Tuesday, February 12, 2019

By Kelby Newcomb


The Connect 4 Board is hoping to have jobs lined up for students when they graduate from the program.

C4 director James Knight told the board at its Wednesday meeting that the program is working with companies in the area to develop internship positions for students.

“Our objective is to try to get with every business and industry partner and try to bring them on board,” he said. “We want to try to get a home for some of our seniors to go to. Tyson Foods is already in the works to set up some internships because they want some of our students.”

Knight said he is excited about the internships.

“I think this is what needs to happen,” he said. “Junior and senior year you’re going through these classes, and at the end of the road there should be a job there for you to land at. We need to get a variety of jobs so that all our students can take a good look, see what’s out there, make a decision and get going in life.”

Knight said the Carroll Electric Cooperative Corporation visited the Carroll County Career Center recently and held mock interviews for the students.

“I think overall it was a really good exercise,” he said. “Some of the students realized they’re going to have to take it more seriously. I think it was a success. It was a real eye-opener. I want to set up some more mock interviews before the end of the semester. Hopefully for round two we’ll have a little more improvement.”

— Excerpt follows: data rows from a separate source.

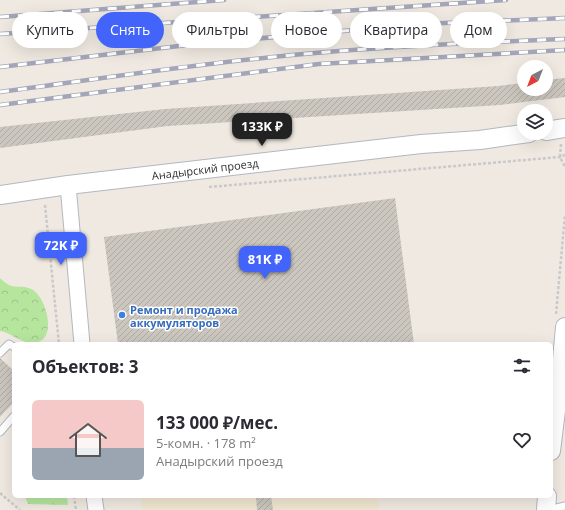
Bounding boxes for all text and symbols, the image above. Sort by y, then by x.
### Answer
chip: Купить [12,12,88,48]
chip: Снять [96,12,164,48]
chip: Фильтры [172,12,263,48]
chip: Новое [271,12,342,48]
chip: Квартира [350,12,442,48]
chip: Дом [450,12,507,48]
north arrow [517,60,553,96]
map controls [517,60,553,140]
button: layers [517,104,553,140]
pin: 133K ₽ [229,113,295,147]
text: 133K ₽ [241,117,283,135]
street label: Анадырский проезд [151,155,260,183]
pin: 72K ₽ [33,232,89,266]
text: 72K ₽ [44,236,78,254]
pin: 81K ₽ [237,246,293,280]
text: 81K ₽ [248,250,282,268]
place label: Ремонт и продажа аккумуляторов [130,302,238,330]
marker: Ремонт и продажа аккумуляторов [117,310,127,320]
text: Объектов: 3 [32,355,138,378]
icon: filters [511,355,533,377]
text: 133 000 ₽/мес. [156,411,278,434]
icon: home [64,416,112,464]
icon: heart [511,429,533,451]
text: 5-комн. · 178 m² [156,434,256,452]
text: Анадырский проезд [156,452,283,470]

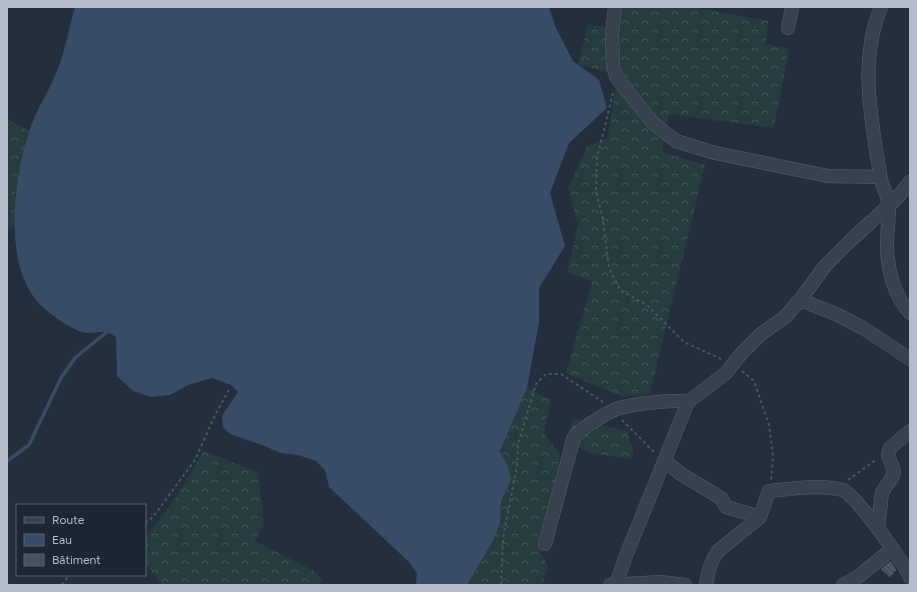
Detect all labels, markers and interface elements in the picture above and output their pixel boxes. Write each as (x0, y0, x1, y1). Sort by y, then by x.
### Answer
legend (16, 504, 146, 576)
text: Route (52, 513, 85, 527)
text: Eau (52, 533, 72, 547)
text: Bâtiment (52, 553, 101, 567)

C4 administrative assistant and board secretary Jennifer Winkle updated the board on the ABB Robot, which she said is scheduled to be delivered the first week of March.

Board member Bud Phillips asked if the students will be using the robot to learn how to perform maintenance on one. Knight said the students will be learning how to operate it and do preventative maintenance on it.

“From what I’ve gathered talking with them, they’ve got a lot of different ABB Robots in production at Tyson,” Knight said. “They’re going to need a tech to get out there and service it. A maintenance guy will perform a few tests to try to isolate what the problem is, and, if it’s in his scope, he can make the repair. If it’s something more intense, a representative from their factory will have to come make the repair.”

He said the students will also be starting OSHA-10 training the first week of March.

“We’ve got all the seats we need to do the training, and Jennifer has all the students enrolled,” Knight said. “We plan to do it the first week of March. We’ll do it as a class. It will take 10 hours, and we should have plenty of time to get it done.”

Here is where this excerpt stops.